(Entries taken from a collection)
□ □ □
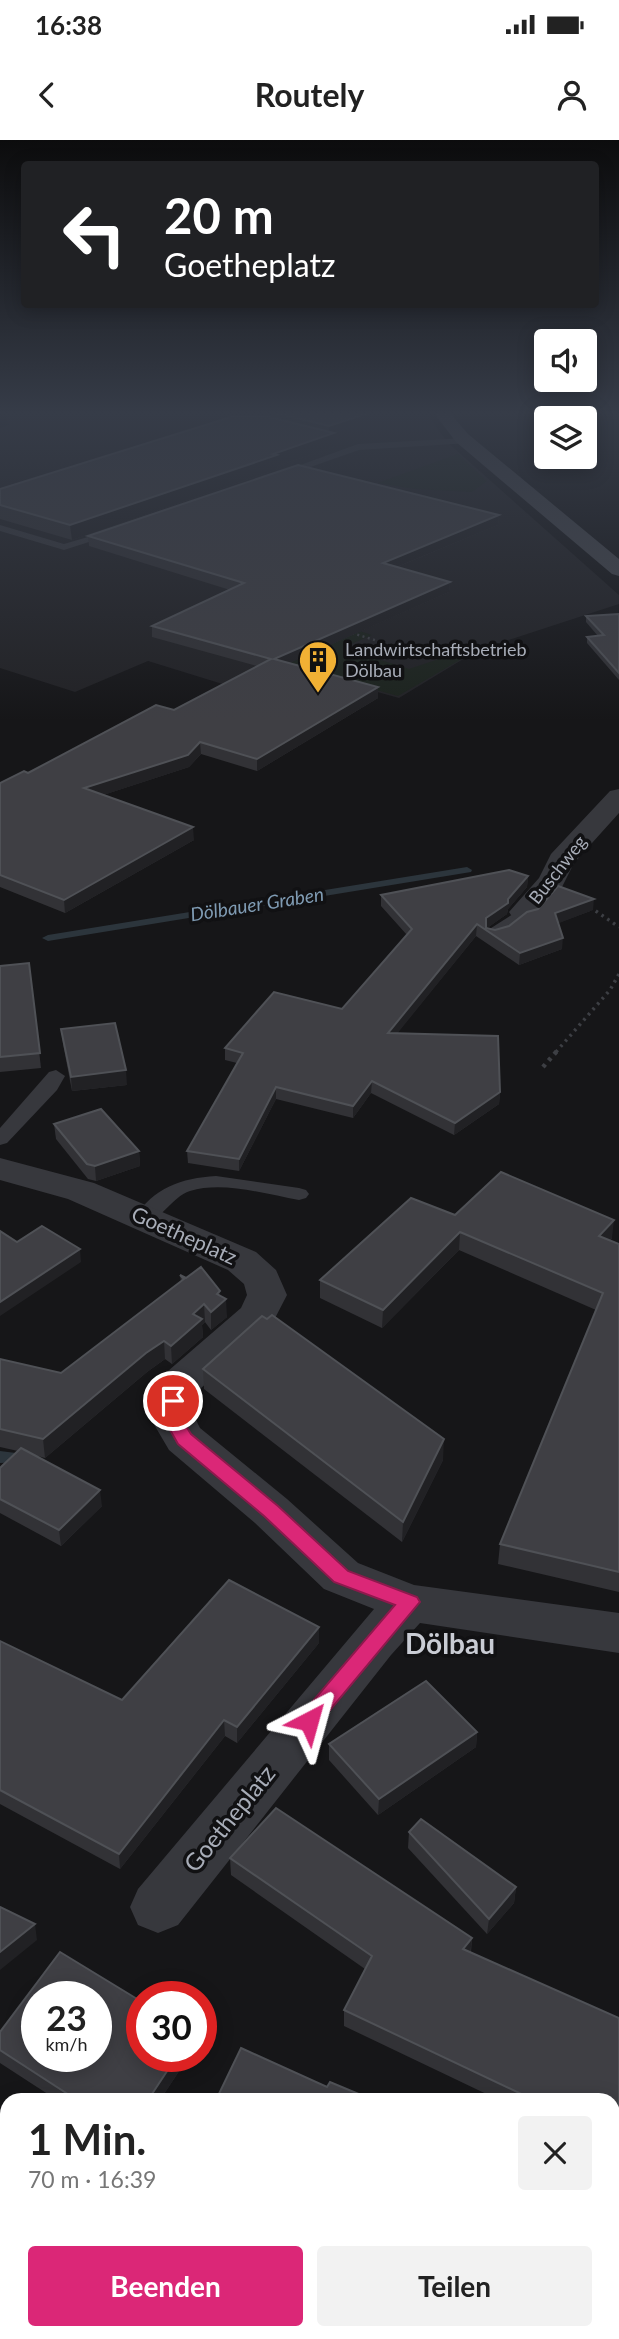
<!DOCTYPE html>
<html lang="de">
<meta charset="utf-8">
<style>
:root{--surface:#fff;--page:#f2f2f2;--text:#222;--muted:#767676;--accent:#db2777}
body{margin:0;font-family:Lato,sans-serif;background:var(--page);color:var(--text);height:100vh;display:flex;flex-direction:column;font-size:26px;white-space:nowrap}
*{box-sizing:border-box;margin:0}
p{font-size:23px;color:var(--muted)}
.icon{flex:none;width:38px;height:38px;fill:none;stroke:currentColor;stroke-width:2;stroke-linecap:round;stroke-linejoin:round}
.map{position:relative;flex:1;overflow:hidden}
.details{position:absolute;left:0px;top:1953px;width:620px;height:247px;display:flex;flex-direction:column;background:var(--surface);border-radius:21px 21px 0 0;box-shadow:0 4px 18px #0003}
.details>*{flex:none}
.guide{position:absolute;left:21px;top:21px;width:578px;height:147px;border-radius:7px;box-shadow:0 4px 18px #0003;background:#202124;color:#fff;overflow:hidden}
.buttons{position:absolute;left:534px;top:189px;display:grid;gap:14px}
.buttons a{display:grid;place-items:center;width:63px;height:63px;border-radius:7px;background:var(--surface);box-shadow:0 4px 18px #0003;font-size:35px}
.speed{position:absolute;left:21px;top:1841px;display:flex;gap:14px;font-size:35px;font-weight:700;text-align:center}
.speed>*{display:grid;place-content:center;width:91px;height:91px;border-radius:50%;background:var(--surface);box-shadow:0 4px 18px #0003;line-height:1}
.speed small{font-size:18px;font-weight:400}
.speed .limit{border:10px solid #d22;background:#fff;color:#111}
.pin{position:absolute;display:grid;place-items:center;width:60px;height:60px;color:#fff;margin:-30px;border:4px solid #fff;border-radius:50%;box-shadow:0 2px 7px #0007}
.me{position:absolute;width:77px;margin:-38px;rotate:39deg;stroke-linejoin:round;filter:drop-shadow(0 0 5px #0008)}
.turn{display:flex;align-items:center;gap:24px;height:147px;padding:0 28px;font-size:32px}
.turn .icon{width:91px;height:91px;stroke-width:2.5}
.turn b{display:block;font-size:49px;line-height:60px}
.round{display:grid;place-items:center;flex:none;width:74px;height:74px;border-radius:7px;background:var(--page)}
.summary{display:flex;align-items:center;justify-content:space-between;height:119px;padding:0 28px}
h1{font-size:42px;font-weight:700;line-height:52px}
.button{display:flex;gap:14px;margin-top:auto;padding:14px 28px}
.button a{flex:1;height:80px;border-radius:7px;background:var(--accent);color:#fff;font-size:28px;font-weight:700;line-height:80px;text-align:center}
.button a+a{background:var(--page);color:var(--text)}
.status{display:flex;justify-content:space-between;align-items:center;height:49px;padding:0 35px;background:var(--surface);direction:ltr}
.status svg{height:19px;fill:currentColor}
header{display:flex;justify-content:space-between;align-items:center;height:91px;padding:0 28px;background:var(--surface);font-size:32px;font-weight:700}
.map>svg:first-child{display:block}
.built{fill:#222225}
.green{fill:#1c231d}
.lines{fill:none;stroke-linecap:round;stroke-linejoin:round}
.stream{fill:#2c353c;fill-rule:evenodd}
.path-far2{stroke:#3d3f44;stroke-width:2.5;stroke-dasharray:2 3.5;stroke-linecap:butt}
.path-far1{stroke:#3d3f44;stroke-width:3.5;stroke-dasharray:2.5 4.5;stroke-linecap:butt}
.path{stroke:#3d3f44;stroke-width:4.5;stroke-dasharray:3.5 5;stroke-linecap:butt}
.lane{fill:#37383d;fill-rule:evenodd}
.street{fill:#37383d;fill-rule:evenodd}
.secondary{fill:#45474d;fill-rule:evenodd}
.wall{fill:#323236}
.shaded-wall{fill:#212124}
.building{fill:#3f3f44;stroke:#4f5156;stroke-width:2;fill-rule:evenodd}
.route{fill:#db2777;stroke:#8e194d;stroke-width:2}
.labels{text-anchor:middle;stroke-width:7;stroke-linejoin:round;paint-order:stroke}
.far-poi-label{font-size:18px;fill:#a8adb8;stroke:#111113;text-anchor:start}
.far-street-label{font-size:18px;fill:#a8adb8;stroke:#111113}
.far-water-label{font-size:19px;font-style:italic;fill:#7f9bb3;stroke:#111113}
.street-label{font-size:21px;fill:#a8adb8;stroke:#111113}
.near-street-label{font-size:24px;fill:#a8adb8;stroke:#111113}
.near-quarter-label{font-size:28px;font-weight:bold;fill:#c9ccd4;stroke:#111113}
</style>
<div class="status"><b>16:38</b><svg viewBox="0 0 49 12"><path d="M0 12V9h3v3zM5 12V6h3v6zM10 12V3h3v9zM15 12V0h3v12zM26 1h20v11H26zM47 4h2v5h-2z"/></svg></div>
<header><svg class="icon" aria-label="back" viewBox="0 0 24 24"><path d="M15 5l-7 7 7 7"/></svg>Routely<svg class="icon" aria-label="person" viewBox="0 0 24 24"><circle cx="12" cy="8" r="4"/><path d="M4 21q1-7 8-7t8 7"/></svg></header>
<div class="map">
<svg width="619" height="2199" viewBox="0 0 619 2199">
<rect width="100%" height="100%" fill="#161618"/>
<polygon class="built" points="5,273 427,273 447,302 619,455 619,464 478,510 399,558 280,525 229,546 148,521 75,552 0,528 0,288 9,285"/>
<g class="green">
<polygon points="458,314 487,341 472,352 415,349 378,343"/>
<polygon points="299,472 372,495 342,508 409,529 472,508 477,510 398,556 279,523"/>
<polygon points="613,2163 619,2166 619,2199 420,2199 417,2193 612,2193"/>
</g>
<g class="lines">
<g class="stream">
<polygon points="467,727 472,730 471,732 48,801 42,798 48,795"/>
<polygon points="0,1311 24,1314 26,1318 24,1322 0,1323"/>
</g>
<polyline class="path-far2" points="352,493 394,506"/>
<g class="path-far1">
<polyline points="590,767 619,787"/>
<polyline points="556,912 610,850 619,834"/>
</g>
<polyline class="path" points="543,927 557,911"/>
<g class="lane">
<polygon points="466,298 469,299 469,303 359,310 282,337 273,335 358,304"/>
<polygon points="0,385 64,404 115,389 120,392 64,410 0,391"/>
<path d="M524,767l8,5c-9,12 -27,30 -44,26l-2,-4 2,-4z"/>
<polygon points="56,930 65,936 57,950 7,1003 0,1005 0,988 49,932"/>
<path d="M216,1036l83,12 7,2 3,4 -3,4 -7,2c-33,-6 -76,-19 -109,-9 -20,6 -32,37 -53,32l-3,-5c20,-30 47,-40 82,-42z"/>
</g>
<g class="street">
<polygon points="619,649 619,673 574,723 562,747 535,778 524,781 513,778 509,772 539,738 551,714 610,651"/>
<path d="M0,1018l94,25 162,69 20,18 11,25 -15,29 -72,65c-6,13 -8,26 0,39l87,71 71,64 56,22 205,28v40l-199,-30 -29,32 -213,270 -20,8 -20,-8 -8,-18 8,-18 236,-280 -50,-20 -69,-66 -86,-73 -17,-29v-20l16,-30 73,-63 6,-13 -3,-11 -16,-14 -160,-71 -68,-19z"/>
</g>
<polygon class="secondary" points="434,273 450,273 468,294 619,419 619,436 612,434 456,302"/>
</g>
<g class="wall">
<polygon points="265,273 369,273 369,281 333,293 334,307 277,326 278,329 72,400 0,379 0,349 265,277"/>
<polygon points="499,375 498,385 397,427 450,442 449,452 289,523 378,547 378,558 257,631 201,614 189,627 103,655 194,700 65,773 0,747 0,643 28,633 174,570 257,526 152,497 152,486 230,450 89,406 88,396"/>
<polygon points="619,474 619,540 587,503 587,497 598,496 586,482 586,476"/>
<polygon points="528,736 527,747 508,769 507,774 487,788 495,790 593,770 558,783 562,809 519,825 476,796 397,893 500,952 499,964 454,995 371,953 353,978 276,959 239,1031 188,1023 187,1011 237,923 225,920 225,908 342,869 407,795 381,766 381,755"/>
<polygon points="29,823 41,928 0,932 0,826"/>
<polygon points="61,889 127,945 72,951 63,904"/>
<polygon points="54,984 139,1011 140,1026 96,1041 88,1039 56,999"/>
<polygon points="455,1075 612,1098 610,1101 619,1104 619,1452 498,1424 500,1404 596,1170 459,1110 382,1188 320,1158 320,1140"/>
<polygon points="180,1135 220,1151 220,1156 227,1177 211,1190 205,1182 202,1185 203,1197 172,1224 165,1219 147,1232 45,1318 34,1315 102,1366 61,1406 0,1373 0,1328 18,1311 0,1307 0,1219 61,1233 181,1142"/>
<polygon points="203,1229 443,1320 402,1402 204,1249"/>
<polygon points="0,1501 122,1560 319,1503 237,1603 225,1596 120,1729 0,1664"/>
<polygon points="477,1592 476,1607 378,1675 329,1620 329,1604"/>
<polygon points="409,1692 516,1747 514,1763 487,1794 408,1708"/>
<polygon points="230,1718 472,1798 471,1812 619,1878 619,2018 612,2015 612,1960 499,1960 344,1886 344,1870 365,1829 231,1735"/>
<polygon points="0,1892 142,1916 189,1916 160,1960 57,1960 0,1923"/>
</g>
<g class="shaded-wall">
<polygon points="369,273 369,281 329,294 329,286"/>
<polygon points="334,293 334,307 277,326 278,329 72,400 70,385"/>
<polygon points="499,375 498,385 382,433 383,423"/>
<polygon points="450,442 449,452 274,530 274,519"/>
<polygon points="378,547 378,558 257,631 257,619"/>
<polygon points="200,602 201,614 189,627 85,661 84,648"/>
<polygon points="193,687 194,700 65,773 64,760"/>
<polygon points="528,736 527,747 508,769 507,774 486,789 486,778 508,759"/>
<polygon points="594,759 593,770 554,785 555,773"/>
<polygon points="477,784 476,796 388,905 388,893"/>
<polygon points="563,798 562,809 519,825 520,813"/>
<polygon points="126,930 127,945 72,951 71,937"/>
<polygon points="372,941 371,953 353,978 353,966"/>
<polygon points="276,947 276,959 239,1031 239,1019"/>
<polygon points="500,952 499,964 454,995 455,983"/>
<polygon points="139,1011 140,1026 96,1041 95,1026"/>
<polygon points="614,1080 612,1098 596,1115 599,1096"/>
<polygon points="460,1092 459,1110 382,1188 383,1170"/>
<polygon points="80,1109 81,1122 0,1176 0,1162"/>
<polygon points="220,1151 221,1163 226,1159 227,1177 211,1190 211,1172 217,1154"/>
<polygon points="204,1164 205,1182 202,1185 203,1197 172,1224 171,1206 193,1174"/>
<polygon points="164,1201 165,1219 147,1232 45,1318 43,1299 146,1213"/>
<polygon points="444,1299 443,1320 402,1402 403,1382"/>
<polygon points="100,1350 102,1366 61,1406 59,1390"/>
<polygon points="319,1487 319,1503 237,1603 237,1587"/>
<polygon points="224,1580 225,1596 120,1729 119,1714"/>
<polygon points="477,1592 476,1607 378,1675 379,1659"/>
<polygon points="516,1747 514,1763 487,1794 489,1779"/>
<polygon points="35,1784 37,1800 0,1830 0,1812"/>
<polygon points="472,1798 470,1815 463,1809"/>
<polygon points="177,1916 189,1916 160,1960 148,1960"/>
<polygon points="290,2193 297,2193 294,2199 287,2199"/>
</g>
<g class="building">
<polygon points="276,273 368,273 329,286"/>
<polygon points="265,276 334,293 273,314 277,315 70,385 0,365 0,349 231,277"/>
<polygon points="298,325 499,375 383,423 450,442 274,519 378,547 257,619 200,602 188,615 84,648 193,687 64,760 0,735 0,643 24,631 28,633 156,565 174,570 271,519 152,486 244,443 88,396"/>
<polygon points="619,474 619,533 587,497 604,495 586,476"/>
<polygon points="509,730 528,736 508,759 508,763 486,778 486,788 495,790 509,786 527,772 538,769 558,746 594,759 555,773 563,798 520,813 477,784 388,893 498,896 500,952 455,983 372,941 353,966 276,947 239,1019 187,1011 243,913 225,908 274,852 342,869 412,789 381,755"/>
<polygon points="29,823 40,913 0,917 0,826"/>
<polygon points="115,883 126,930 71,937 61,889"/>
<polygon points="101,969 139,1011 95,1026 87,1024 54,984"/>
<polygon points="501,1032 614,1080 599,1096 619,1104 619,1432 500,1404 603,1153 460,1092 383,1170 320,1140 411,1058 455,1075"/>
<polygon points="42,1086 80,1109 0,1162 0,1091 17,1102"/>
<polygon points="201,1127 220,1151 217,1154 226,1159 211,1172 204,1164 193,1174 202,1179 171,1206 164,1201 146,1213 43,1299 0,1289 0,1219 61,1233 184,1139 180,1135 186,1138"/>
<polygon points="272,1175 444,1299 403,1382 203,1229 262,1176 267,1179"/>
<polygon points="21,1308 100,1350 59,1390 0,1359 0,1328"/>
<polygon points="229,1440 319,1487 237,1587 224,1580 119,1714 0,1650 0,1501 122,1560"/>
<polygon points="426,1541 477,1592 379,1659 329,1604"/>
<polygon points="276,1668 472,1798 463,1809 619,1878 619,2000 612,1997 612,1960 534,1960 344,1870 372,1816 230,1718"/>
<polygon points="421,1679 516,1747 489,1779 409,1692"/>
<polygon points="0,1767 35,1784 0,1812"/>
<path d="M60,1812l82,50v54h35l-29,44h-71l-77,-50v-18zM37,1857h59v59h-59z"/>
<polygon points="241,1908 327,1947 330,1942 373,1960 216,1960"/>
<polygon points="101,2193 290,2193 287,2199 98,2199"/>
</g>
<linearGradient id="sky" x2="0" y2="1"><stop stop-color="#0c0c0d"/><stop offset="0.47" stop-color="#363c48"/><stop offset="1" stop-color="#363c48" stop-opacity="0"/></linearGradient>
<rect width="619" height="581" fill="url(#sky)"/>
<polygon class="route" points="173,1255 182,1261 183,1281 191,1294 278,1366 348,1431 417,1457 420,1462 316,1587 309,1590 301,1587 298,1581 301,1575 395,1465 334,1442 264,1376 178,1304 165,1281 164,1261"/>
<defs>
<g id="building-pin" transform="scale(2.0125)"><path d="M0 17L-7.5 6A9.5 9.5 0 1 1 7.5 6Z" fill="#f2b134" stroke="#111113"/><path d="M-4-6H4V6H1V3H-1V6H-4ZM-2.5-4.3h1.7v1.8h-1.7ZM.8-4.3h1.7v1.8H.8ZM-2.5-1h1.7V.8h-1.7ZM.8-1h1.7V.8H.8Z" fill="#111"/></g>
</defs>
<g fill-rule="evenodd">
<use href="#building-pin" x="318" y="520"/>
</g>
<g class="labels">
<g class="far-poi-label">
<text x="345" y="516">Landwirtschaftsbetrieb<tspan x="345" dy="21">Dölbau</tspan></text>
</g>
<g class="far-street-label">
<text transform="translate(558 730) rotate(-52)" y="6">Buschweg</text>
</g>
<g class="far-water-label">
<text transform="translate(257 764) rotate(-9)" y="7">Dölbauer Graben</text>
</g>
<g class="street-label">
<text transform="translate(184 1096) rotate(24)" y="7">Goetheplatz</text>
</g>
<g class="near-street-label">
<text transform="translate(230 1679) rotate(-51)" y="8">Goetheplatz</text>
</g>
<g class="near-quarter-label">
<text x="450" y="1514">Dölbau</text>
</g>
</g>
</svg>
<div class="buttons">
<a><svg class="icon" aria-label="sound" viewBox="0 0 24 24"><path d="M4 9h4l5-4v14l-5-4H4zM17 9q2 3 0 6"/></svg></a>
<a><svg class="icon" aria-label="layers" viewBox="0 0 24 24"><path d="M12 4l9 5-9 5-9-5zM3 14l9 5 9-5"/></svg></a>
</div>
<div class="speed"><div>23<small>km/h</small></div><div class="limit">30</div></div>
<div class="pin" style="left:173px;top:1261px;background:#d93025"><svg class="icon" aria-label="arrive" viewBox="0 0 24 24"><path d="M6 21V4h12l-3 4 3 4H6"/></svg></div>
<svg class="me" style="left:309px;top:1581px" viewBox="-20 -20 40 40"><path d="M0-17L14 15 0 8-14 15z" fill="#db2777" stroke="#fff" stroke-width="4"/></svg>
<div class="guide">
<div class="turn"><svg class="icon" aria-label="left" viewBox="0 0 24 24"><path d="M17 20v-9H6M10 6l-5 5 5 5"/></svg><div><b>20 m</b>Goetheplatz</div></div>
</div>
<section class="details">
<div class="summary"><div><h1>1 Min.</h1><p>70 m · 16:39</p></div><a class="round"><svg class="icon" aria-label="close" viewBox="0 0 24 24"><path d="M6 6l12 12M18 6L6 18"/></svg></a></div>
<div class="button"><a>Beenden</a><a>Teilen</a></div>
</section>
</div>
□ □ □
Show every line above in which the word "overflow" is found.

.map{position:relative;flex:1;overflow:hidden}
.guide{position:absolute;left:21px;top:21px;width:578px;height:147px;border-radius:7px;box-shadow:0 4px 18px #0003;background:#202124;color:#fff;overflow:hidden}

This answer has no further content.